One of the challenges I struggle with as a writer is determining which projects to focus my efforts on at a given time. Unfortunately, I’m not a fast writer. I simply can’t churn out thousands upon thousands of words every day. That means I have to prioritize and make tough decisions if I want to get anything done.

For example, right now I’m working on a post-apocalyptic fantasy novel aimed at younger readers. But I also have the outline of the third Chronicles of Rostogov book plotted out and ready to go. Then there’s the partially finished outline of a steampunk novel based on the world and characters featured in my short story story “The Iron Face of God.” And on top of that, there’s a couple different versions of a cyberpunk story (set in the same world as “The First Price” and “Lena’s Song”) I’m trying to sort through.

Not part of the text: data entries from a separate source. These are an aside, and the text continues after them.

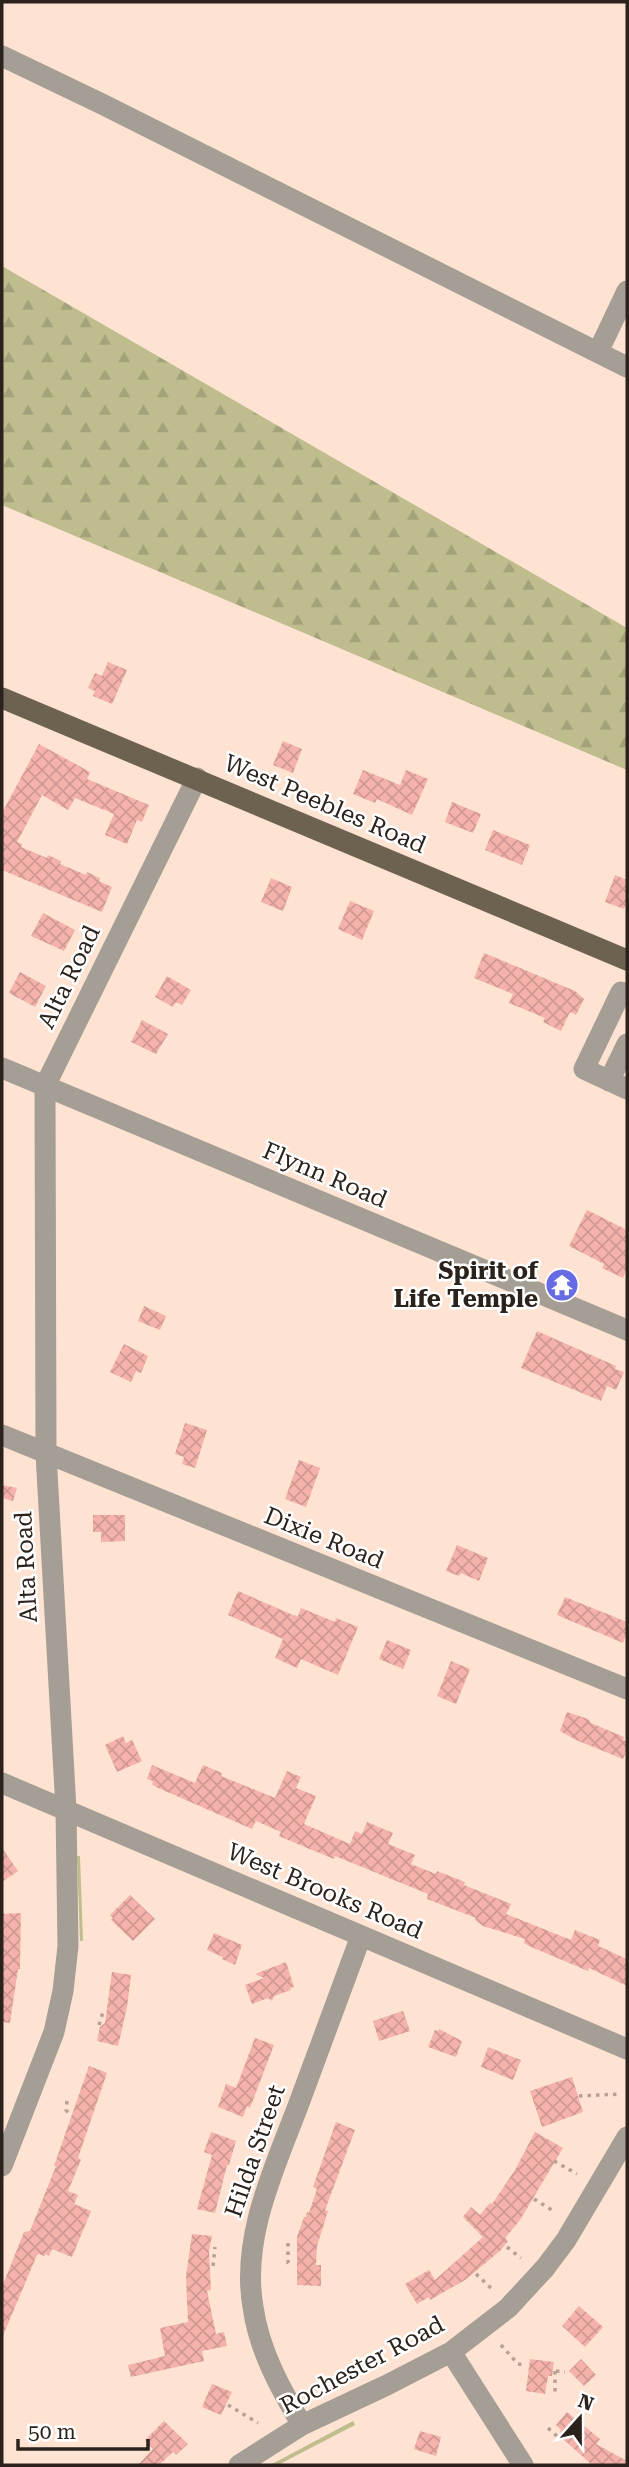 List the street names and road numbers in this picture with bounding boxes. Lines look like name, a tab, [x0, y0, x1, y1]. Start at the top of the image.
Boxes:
street label: West Peebles Road	[220, 749, 430, 859]
street label: Alta Road	[32, 921, 106, 1033]
street label: Flynn Road	[259, 1136, 391, 1214]
street label: Dixie Road	[260, 1501, 388, 1575]
street label: Alta Road	[9, 1511, 43, 1623]
street label: West Brooks Road	[223, 1837, 427, 1945]
street label: Hilda Street	[219, 2081, 291, 2221]
street label: Rochester Road	[275, 2310, 449, 2420]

Not to mention the dark fantasy story about a murder in an isolated coastal village I sketched out a while ago and haven’t gotten around to fleshing out. And then there’s…well, you get the idea.

I know some writers who can dash off 10,000-15,000 words a day (or more), which allows them to keep books coming at a steady pace. While I’m very diligent about getting work done, I just can’t write that fast. When I commit to working on something, I have to do so knowing I’ll be living with it for the next few months. It can be hard to maintain that level of focus, especially when you stumble into rough patches along the way (as you inevitably will).

So how do I make that decision? Sometimes it’s merely a process of elimination or taking what’s available. In my current case, the post-apocalyptic fantasy was already outlined in detail and has been since early last year. I’d even started writing at one point, getting a few hundred words into it before losing interest and confidence. When I decided to get the year off to a good start by immediately starting on a new book, this was one of two options available.

But why this project and not the other one? Well, in this particular case, it seemed like a better idea to focus on something completely new rather than work on the next Rostogov book. To be perfectly honest, the second Rostogov book, Mirona’s Law, hit the market with a dull thud last spring and hasn’t improved much since its release. There just aren’t a lot of people out there right now clamoring for the next installment in the series. I’m still committed to the story and will finish out the series at some point, but it didn’t make sense to work on it right now.

I also decided to work on this project because it’s different from what I’ve done previously. The Rostogov books are aimed at an adult market and my unpublished third novel, Blackspire, is even more geared for mature audiences. Sometimes you have to find a way to mix things up and try a new approach if you want to get different results.

All of these factors came together to help me decide what to work on right now. If you’re not the sort of writer who can focus on multiple books at one time, you need to come up with some kind of process, even if it’s arbitrary and illogical, to determine how you’re going to focus your creative efforts. Whether you write quickly or slowly, time is the one resource you have to spend as a writer and it’s very important that you develop a way to utilize it effectively. When I can’t decide on a project, I end up relentlessly tinkering with various outlines and concepts, bouncing from one idea to the next without actually writing anything. While this time is valuable for helping you to work out ideas, it can also distract you.

I spent pretty much the whole of 2017 trying to figure out what to write rather than writing something. In retrospect, I’d have been better served just working on what I had ready to go while dedicating a bit of time every week to planning what I might write next. My traditional way of working consisted of devoting all of my time and energy to a book, and then spending a long stretch of time after its completion figuring out the next book I wanted to work on. It introduced a lot of dead time into my writing process because I’d get hung up in those planning phases rather than actually writing anything new. That dead time became incredibly frustrating because I felt like I wasn’t making tangible progress on anything.

I suppose the moral of this story is to do whatever you need to do to keep writing and see a project through to the end. Don’t take on more than you know you’re capable of doing at one time and have a process for making decisions about how to spend your time that prevents you from feeling overwhelmed by choices. While the craft of writing is important, being a writer also demands that you become a project manager. After all, writing the most brilliant, eloquent prose won’t do you a damn bit of good if you’re never able to finish anything.